I believe we’ll likely get to use this or a similar checklist, it’s just not ready yet.
And Kathy is correct. My concern is in the unnecessary or misplaced worry with false positives–the harm in excess worry, the sense of vulnerability it can create, the diagnostic search for answers that could come out of a false-positive result far too often.
Families with concerns about their child’s development deserve more investigation, early intervention referral, or closer and more frequent follow up with the pediatrician. I would never dismiss a family’s worry about development/pointing/language/autism with ongoing parental concern and missed milestones, positive checklist/M-CHAT screen or not. When a family worries about autism I have the obligation to work with them to get answers until they completely understand or are reassured. I use early intervention, psychologists, developmental pediatricians, OT/PT, and speech therapists to help me do this.

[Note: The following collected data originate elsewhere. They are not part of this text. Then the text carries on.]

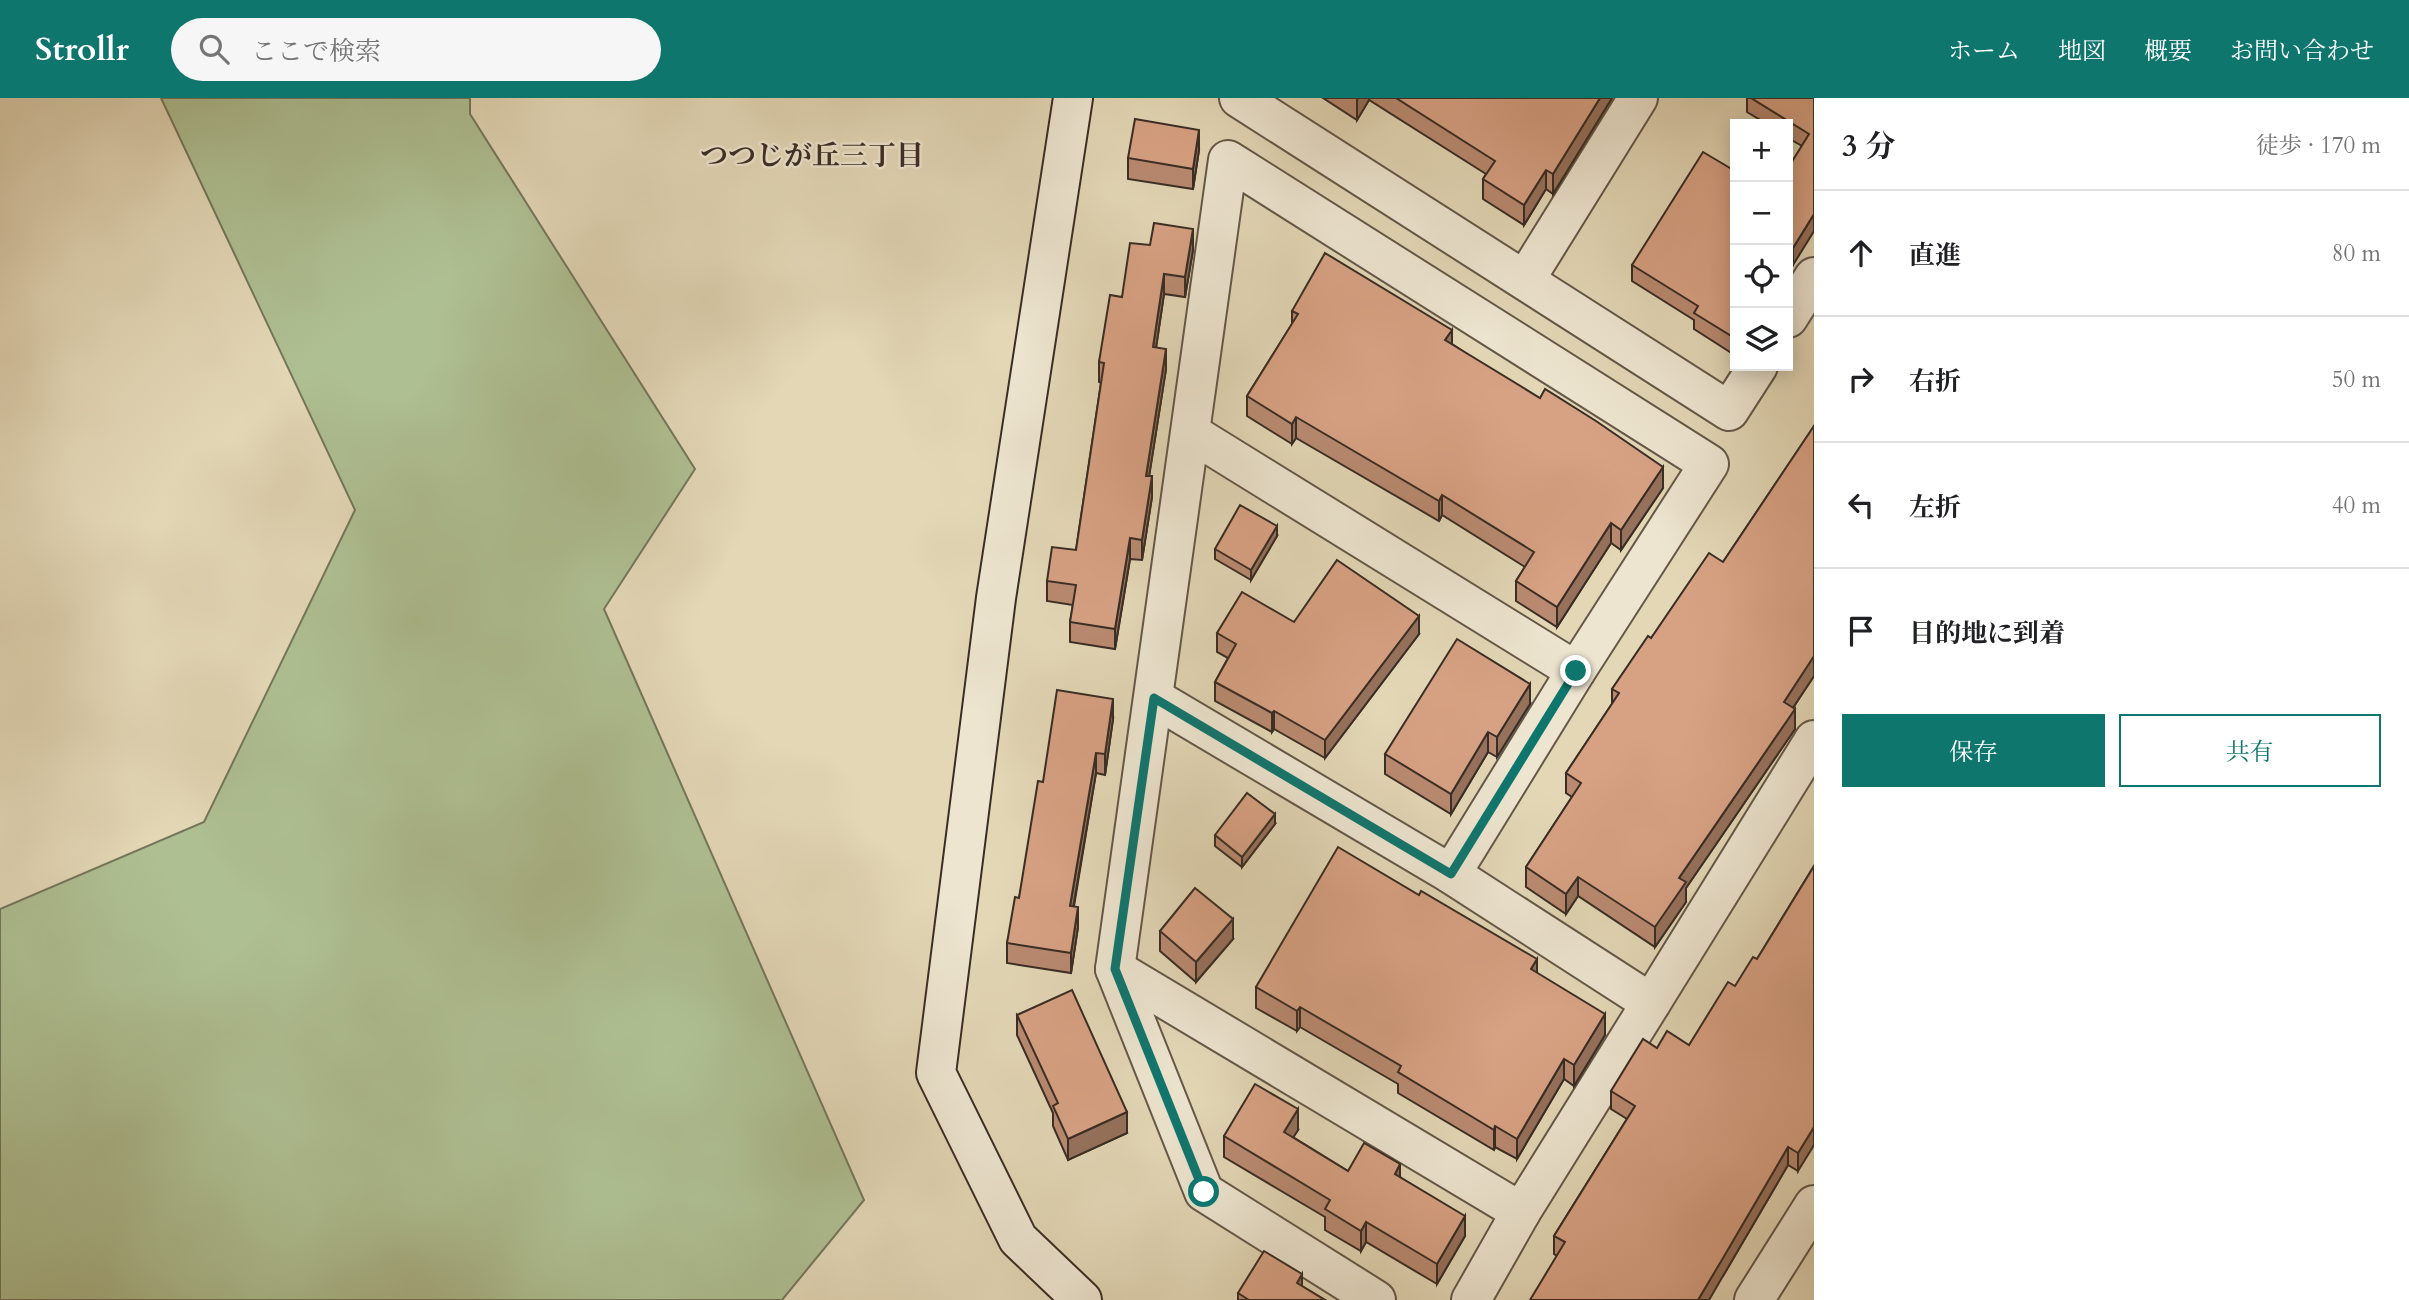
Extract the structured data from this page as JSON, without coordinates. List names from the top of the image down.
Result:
{
  "districts": ["つつじが丘三丁目"],
  "page": {
    "header": "Strollr",
    "search": "ここで検索",
    "nav": [
      "ホーム",
      "地図",
      "概要",
      "お問い合わせ"
    ],
    "heading": ["3 分", "徒歩 · 170 m"],
    "map_buttons": ["+", "−"],
    "list": [
      ["直進", "80 m"],
      ["右折", "50 m"],
      ["左折", "40 m"],
      "目的地に到着"
    ],
    "buttons": ["保存", "共有"]
  }
}
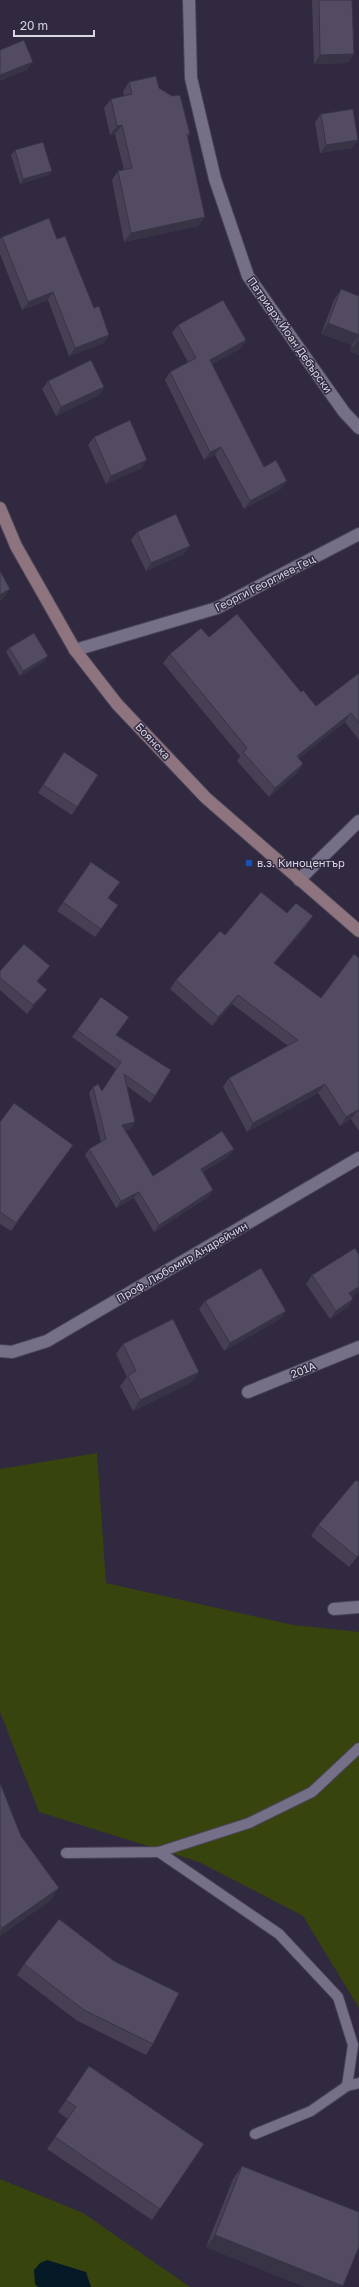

The truth is we all have the same goal: early detection, clear communication, partnership with our patients/physicians, avoidance of unnecessary harm, and compassion. We want diagnosis early. At this point, I don’t think this checklist is ready, but I appreciate Laura’s comment immensely….and it has caused me to pause. No I wouldn’t use this to scare, but to alert and educate (parents *and* myself) and maybe we’ll see this earlier than I imagine.
I’m hoping we hear from the developmental pediatricians here. When I spoke with one of them, they said, “it’s not ready for prime-time” as they had similar concerns. But I will await their response here in comments or possibly on the Autism Blog, too.